Romantic even, to my eye.
I heard the woolly sheep
in the green fields
become silent
when they stopped grazing
and lifted their faces
and watched me walking by.
My feet drummed a rhythm
down the narrow lane between them.
I marched on
under the low light-blue sky
and my phone logged the data.
Air flowed cold into my lungs
but came out warmer.
Breathing, maskless,
a different rhythm than my feet.
The cycles clarifying and replete.
It made me both remember
stuff
and forget.
Like some dance to remember
and some dance to forget.

Then slate grey clouds
suddenly appeared;
inclement weather
was on its way,
as usual,
and the sun
would soon disappear.
My phone said I’d already done 7k
so there was no chance
to make it back in time,
I knew I’d get cold
again that day.
And so I did as the sheep did
and I stopped and looked about,
silently lifted my face,
and remembered
to cherish the light
before it went away.

I felt, really felt, that briefest warm blanket.
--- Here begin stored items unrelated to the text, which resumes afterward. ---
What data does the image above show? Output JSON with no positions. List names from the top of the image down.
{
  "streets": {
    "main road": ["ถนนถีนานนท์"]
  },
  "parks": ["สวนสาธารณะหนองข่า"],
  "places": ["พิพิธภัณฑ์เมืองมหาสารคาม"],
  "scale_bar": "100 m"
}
A warmth the colour of the clementine
that I remembered, then,
I had still in my pocket.
Or, I forget,
was it a tangerine
or orange or mandarine?
Whatever it was, it was and is, perfection.
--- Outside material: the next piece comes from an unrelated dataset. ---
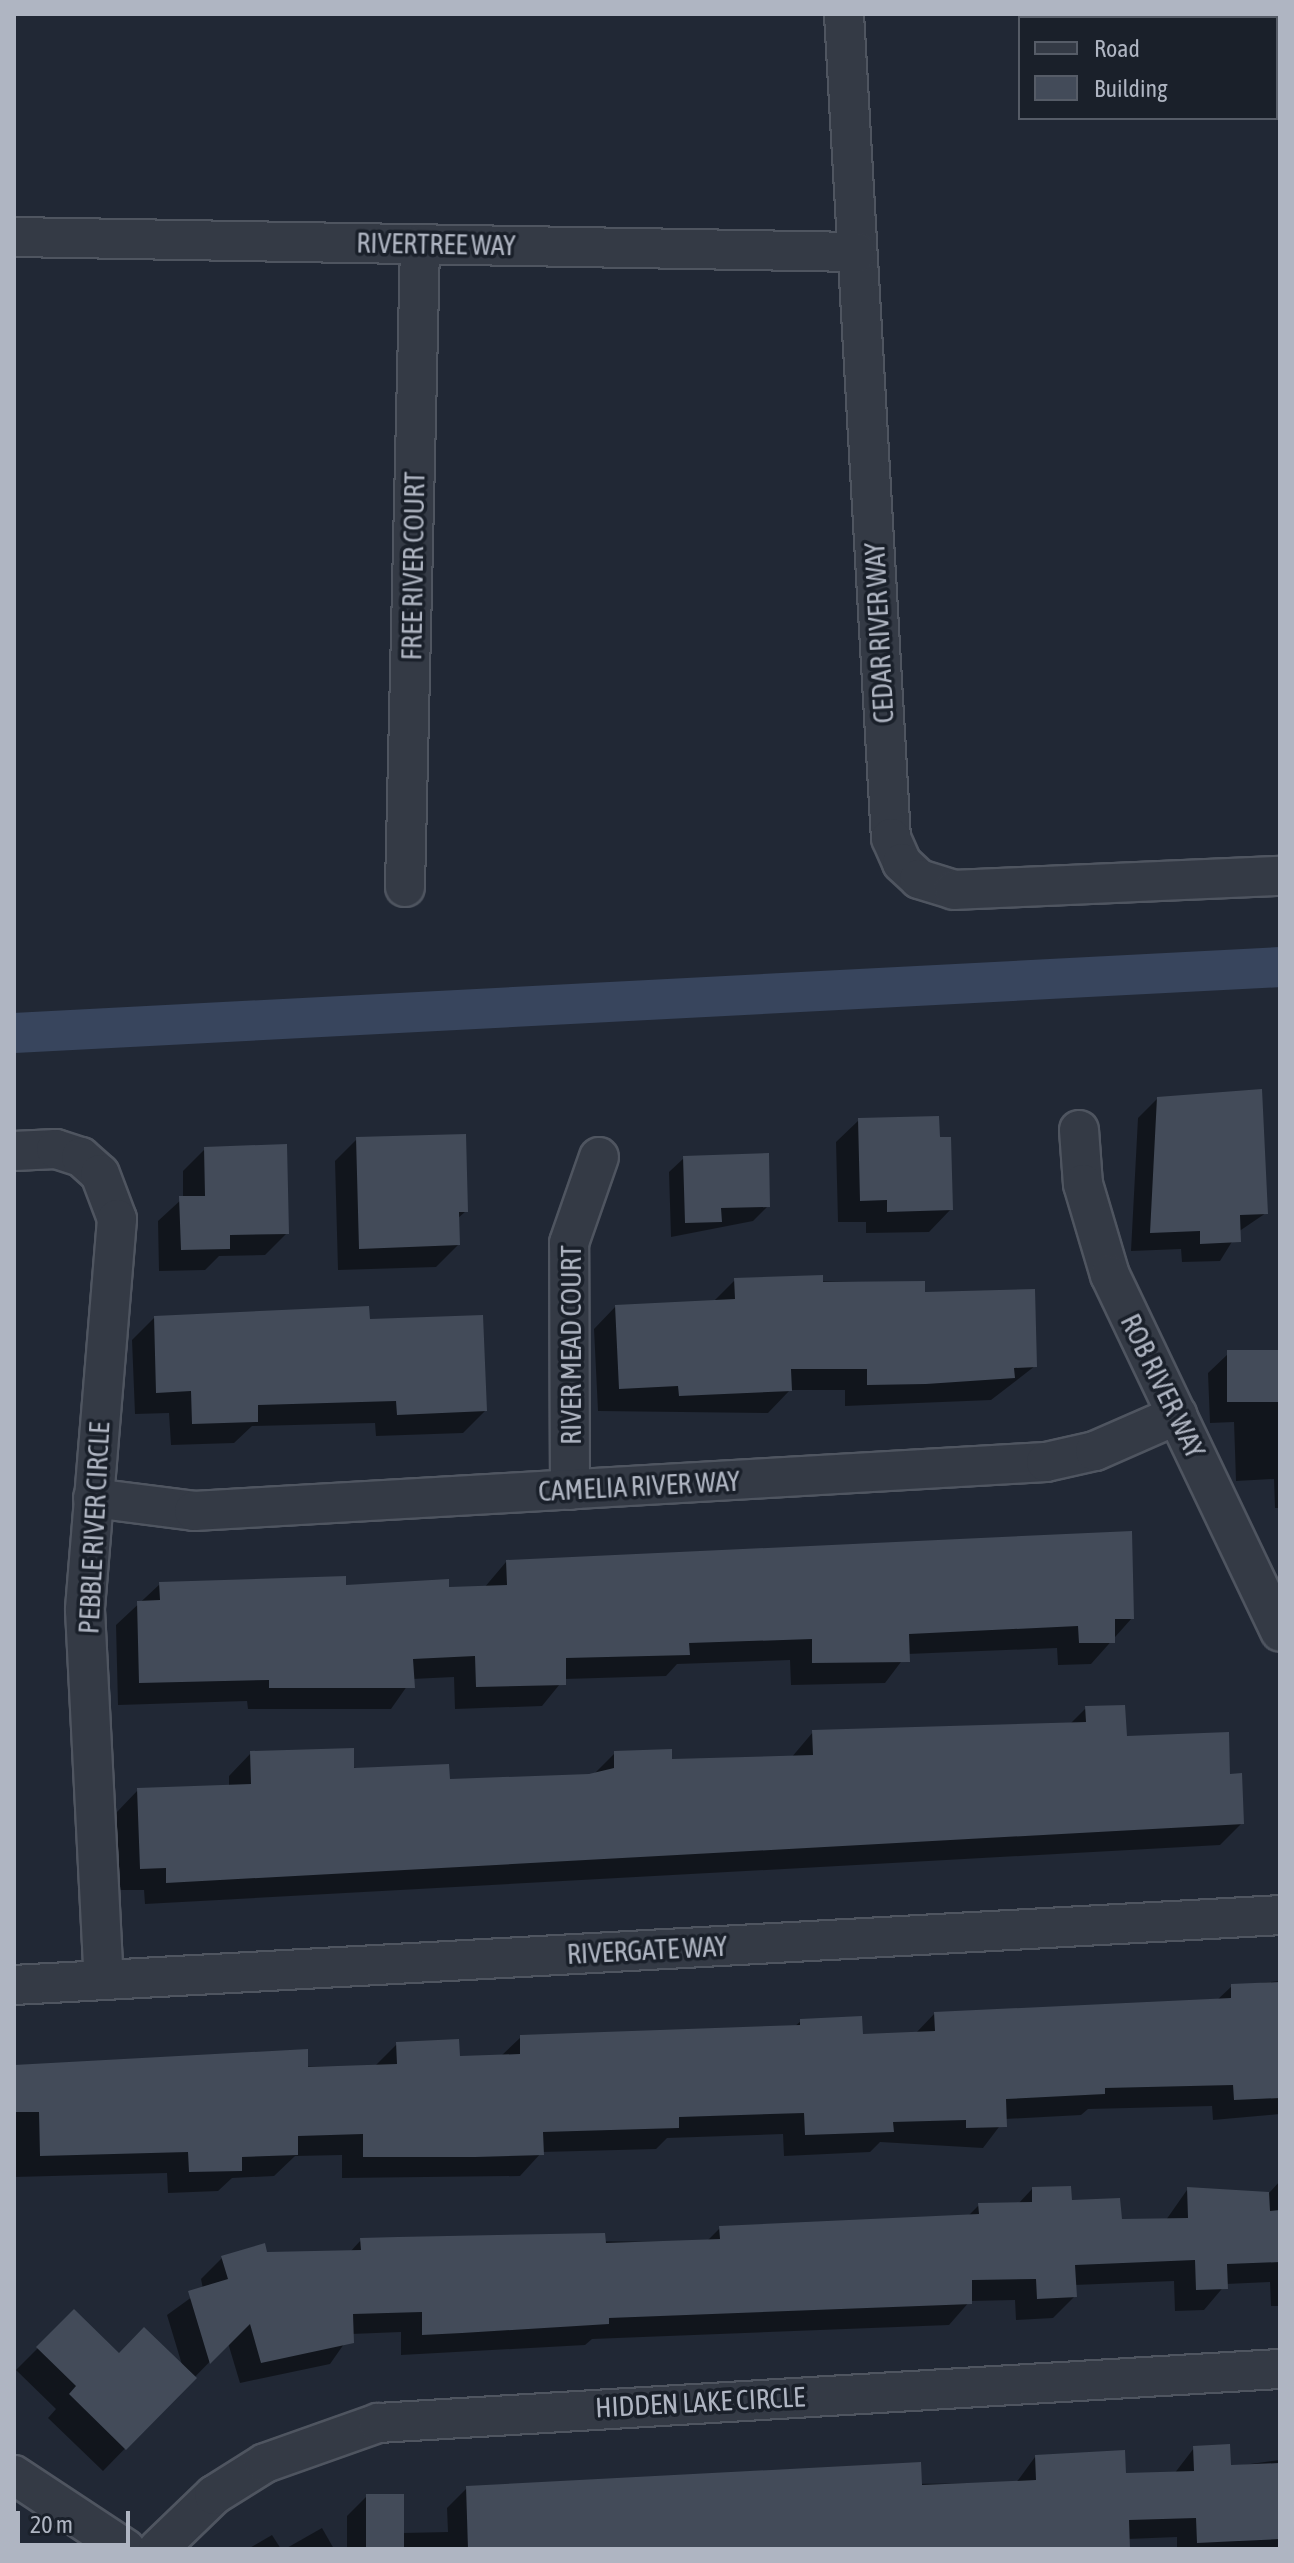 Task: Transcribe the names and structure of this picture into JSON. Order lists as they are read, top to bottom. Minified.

The perfect winter snack wrapped safely
in its environmentally
friendly protection.

And standing there beneath the hills
of fluffy white
where there was no need to worry
about social distancing
or sanitising
or remembering,
I peeled that clementine and danced each piece
slowly through my lips and bit it.
Each wedge of juice flooded my tongue
with sunshine wine,
a nature burst so divine
that for that sublime
moment in time
I forgot the chaos of this world.
The greyness of this world.
Of my world.
And everything felt just fine.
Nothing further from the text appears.